(Preamble: Typepad's html editor is making me crazy!)
From Michelle Malkin:
[Rogers is] the intimate Chicago fund-raising crony of Michelle Obama and Valerie Jarrett who was once married to fellow Obama crony and frequent White House visitor John Rogers, chief executive of multi-billion-dollar Ariel Capital Management. They both bundled hundreds of thousands in donations for Team Obama before Desiree was appointed to head the White House social secretary’s office — an office smack dab in the middle of the Crasher-gate scandal that is smellier than week-old Thanksgiving turkey.
Rogers and the other two mentioned at the beginning serve the Obama Administration in
roles great and small; all have demonstrated basic incompetence or committed
mind-bogglingly stupid blunders and/or venal acts within their fields of
operation in the Administration; and all are black. Then there’s Barack Obama
himself.
Are these factors significant for any reason besides the obvious? Yes and the reason is the same one to which I’ve been pointing for a little while now.
I posted this at Jeff Goldstein's place. I
have edited it a bit:
There
are plenty of persons who are black and who are competent in law, medicine,
security, social planning, etc. But to hire any of them would deprive Obama of
wielding his (and/or his puppeteer’s) heretofore pretty successful tactic:
hurling accusations of racism. Thus are incompetents from Eric Holder to
Desiree Rogers installed into place to wreck havoc. And Leftists will fall for
the racism tactic every time. One might say that the tactic is part of the
Obama Doctrine.
This
whole brouhaha about the “security breach” is yet another of his methods of
sowing racial discord. But since it’s pretty elaborate, I don’t think that it
originated with Obama.
The fact that that Michaele
and Tareq Salahi managed to get themselves into last week's White House state
dinner, seemingly
without an invitation has caused many observers to upbraid the Secret Service.
And whether blame can legitimately fall on them or not, it's likely that it
will be stoically accepted by the organization in general and by its individual
members in particular. They don't whine.
But Michelle thinks that the blame
should fall on Rogers,
as do I. From the former link (Newsweek):
[Former White House Assistant for Arrangements Cathy Hargraves] job duties included overseeing the invitations for guests at state dinners and keeping track of RSVPs, she says. On the evening of state dinners, she says, she physically stood at the East Gate portico entrance and greeted each of the guests as they arrived, checking their names off a computerized printout of those who had been invited.

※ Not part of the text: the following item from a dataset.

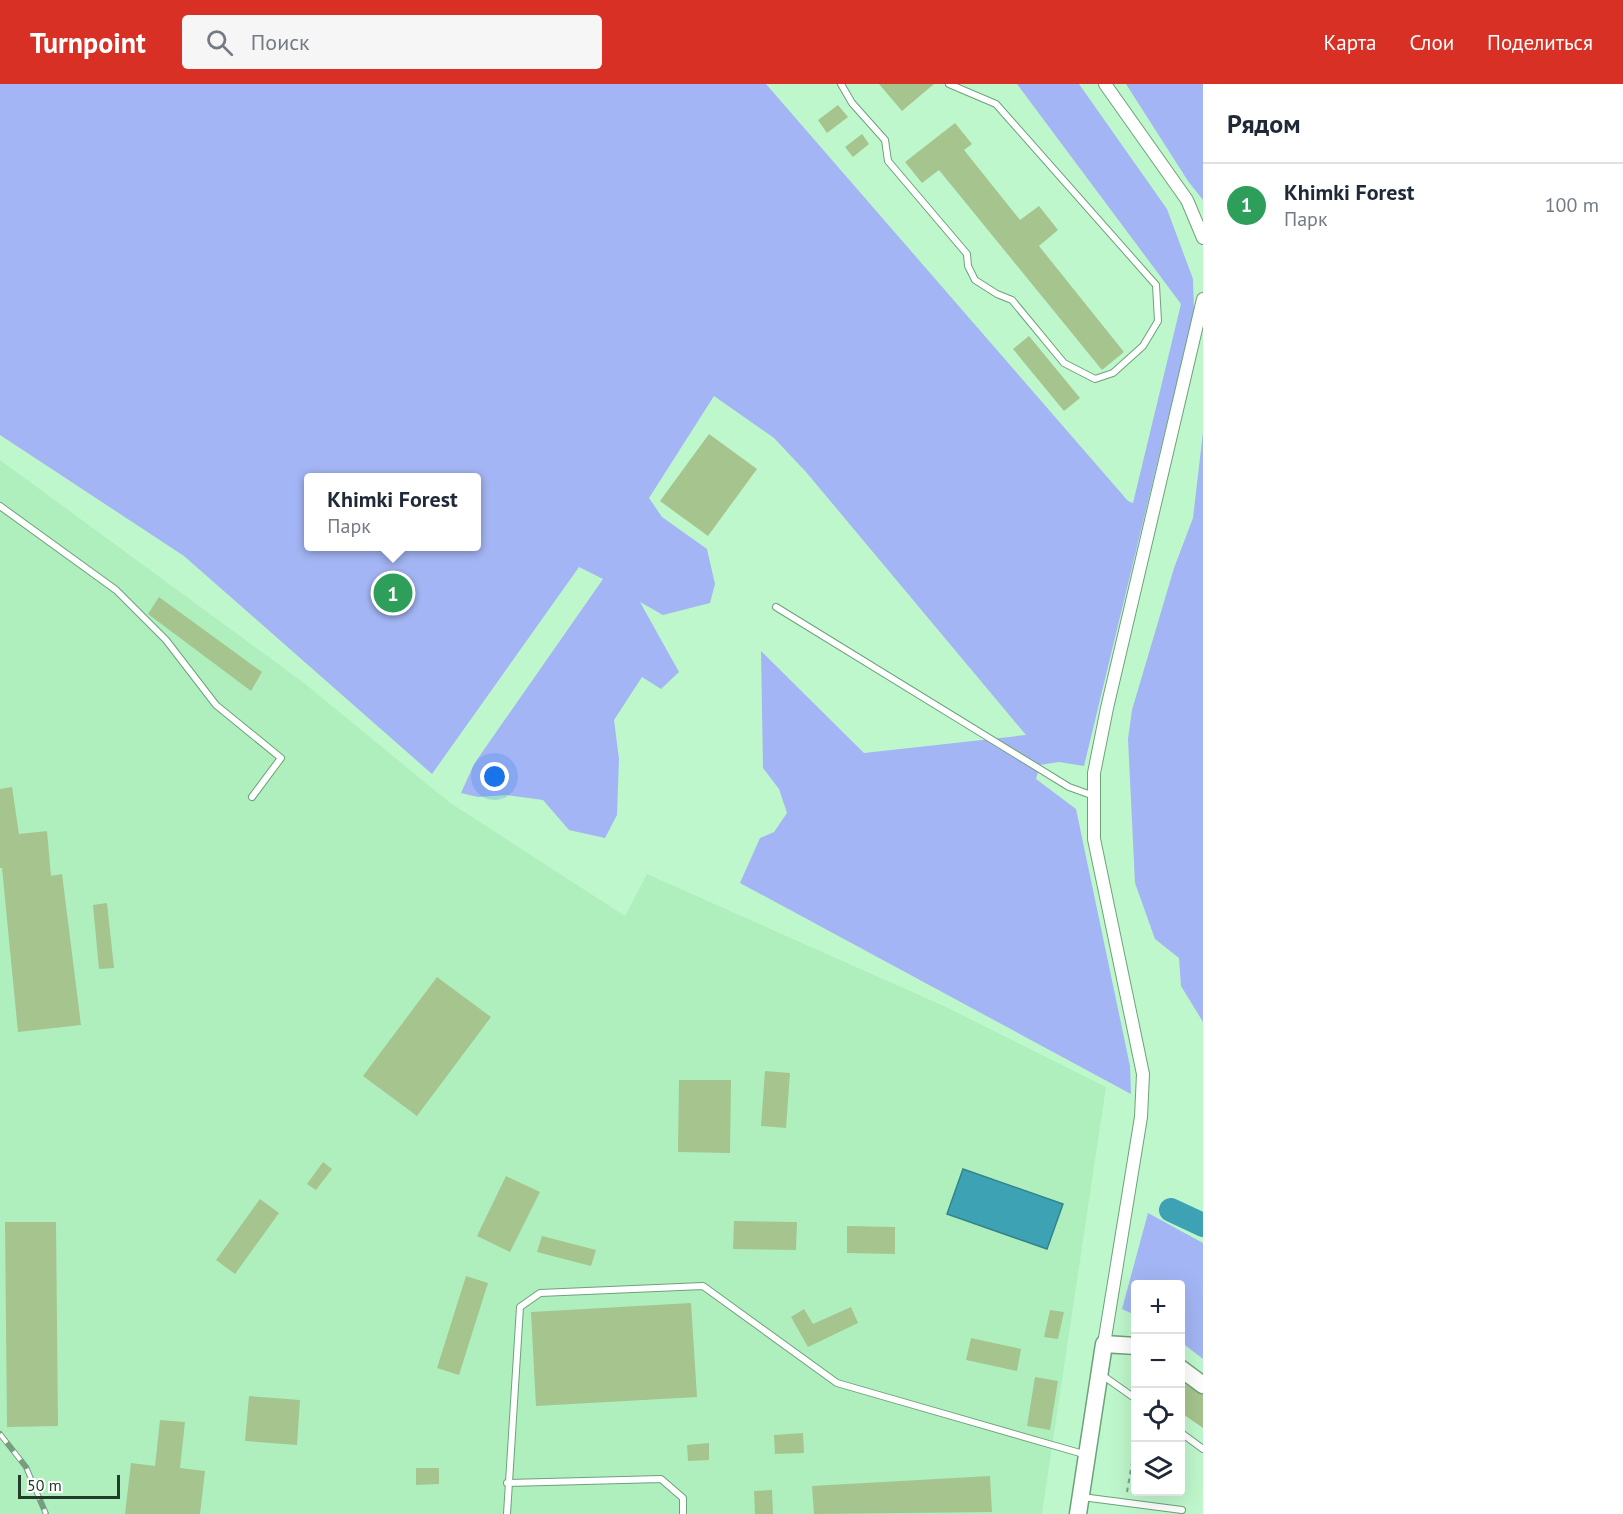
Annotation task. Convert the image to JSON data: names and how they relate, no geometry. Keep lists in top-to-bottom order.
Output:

But when she met with Rogers last February and went over her job responsibilities, she says, the new social secretary told her, “We don’t feel we have a need for that anymore.” Rogers’s explanation, according to Hargraves: “In these economic times, I don’t think we’re going to have very many lavish expensive dinners. It wouldn’t look very good.”
And the latter (AP):
During
President George W. Bush's administration, it was standard procedure to have
someone from the White House social office at the gate for state dinners and
other events with large groups of visitors, according to a former senior Bush
aide who spoke on condition of anonymity so as not to be seen as criticizing
the Obama White House.
The
social office is most knowledgeable about the guest list and could have been
called in case of any uncertainty, this official said.
White
House Social Secretary Desiree Rogers, asked by The Associated Press on
Thursday whether personnel from her office were at the checkpoint said,
"We were not."
If President Obama merely wanted to give competent black Americans a chance in
these areas, he had a number from which to choose. Even one would suffice.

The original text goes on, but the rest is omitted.